While the lease was in force, J. H. Hyde (appellant) purchased the property embraced in the lease from M. Denton and received from him transfer of the lease on January 28, 1944. Appellant made no demand on appellee at any time for payment of rent. The January rent was not paid promptly when due on February 1, 1944, nor were rents for subsequent months paid. Such rents have, however, been tendered into court.
About the middle of February, 1944, appellant and appellee had a conversation in which appellant offered appellee $500 to move. Appellee stated that she would let appellant know. The next day appellant told appellee the offer was off. On March 9, 1944, appellee was served with a written notice from appellant that appellant elected to terminate the lease and demanded possession of the premises within ten days from date. On April 11, 1944, appellee was served with a written notice from appellant in substance that since appellee's right of possession had terminated, demand was made for surrender of full possession of the premises within ten days from date.

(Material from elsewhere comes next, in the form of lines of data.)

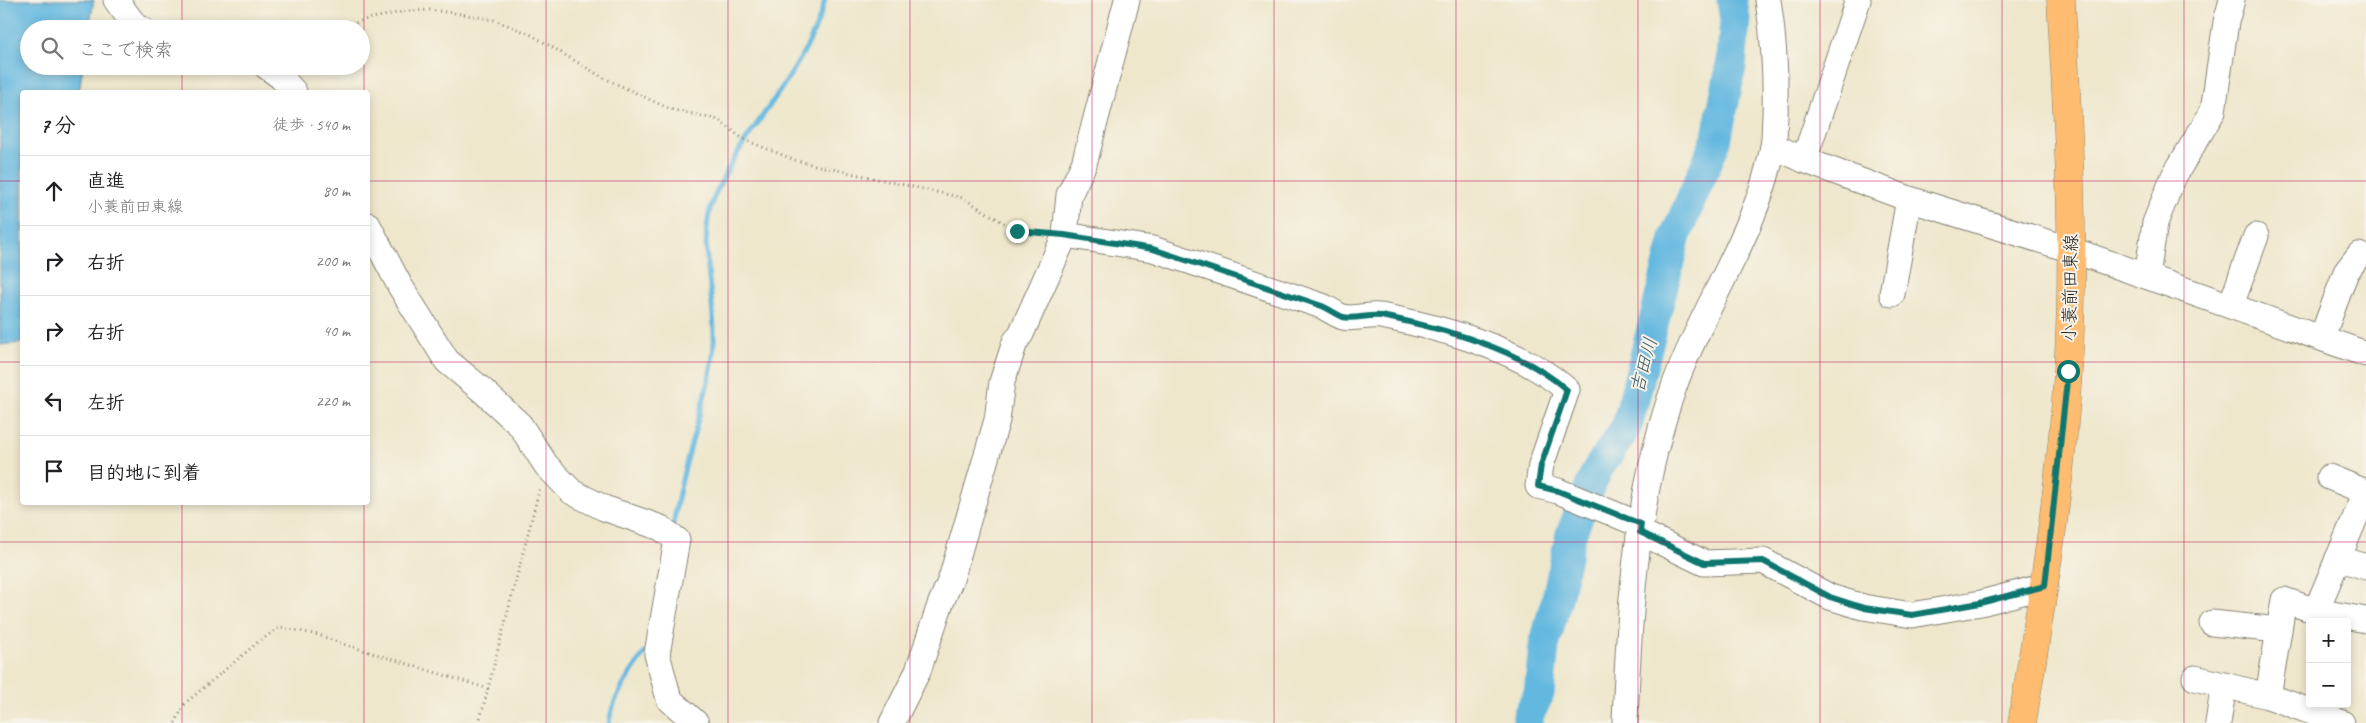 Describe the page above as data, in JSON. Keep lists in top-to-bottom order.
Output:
{
  "streets": {
    "main road": ["小蓑前田東線"]
  },
  "water": ["吉田川"],
  "page": {
    "search": "ここで検索",
    "heading": ["7 分", "徒歩 · 540 m"],
    "list": [
      ["直進", "小蓑前田東線", "80 m"],
      ["右折", "200 m"],
      ["右折", "40 m"],
      ["左折", "220 m"],
      "目的地に到着"
    ],
    "map_buttons": ["+", "−"]
  }
}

Appellant instituted suit against appellee for possession of the premises. At the conclusion of the evidence, which has been substantially stated above in its material aspects, and all of which was introduced by the plaintiff, the defendant moved to exclude the evidence. The court granted the motion and directed the jury to find for the defendant. There was verdict and judgment for the defendant. Hence this appeal. *Page 10
It is evident that the plaintiff in the trial of the case, although the term of the lease had not expired, relied upon the failure of the defendant to pay the rent promptly, as the basis for declaring the lease terminated and demanding possession of the premises. However, the evidence shows that the lease in effect between the parties contains no agreement, providing that nonpayment of rent authorizes termination of the lease and confers upon the landlord the right of re-entry. This is an omission in the provisions of the lease fatal to plaintiff's case. "In the absence of a provision to such effect in the lease, nonpayment of rent does not as a general rule work a forfeiture, and hence confers no right of re-entry." Myles et al. v. Strange, 226 Ala. 49, 145 So. 313; DeSoto Falls Development Co. v. Libby, 231 Ala. 507, 165 So. 763. In referring to what is now § 6, Title 31, Code of 1940, this court in Myles et al. v. Strange, supra, said: "The default therein referred to, of course, means a default which justifies the termination of the possessory right under the contract." As pointed out, the lease in the present case contains no clause which justified termination of the possessory right under the lease.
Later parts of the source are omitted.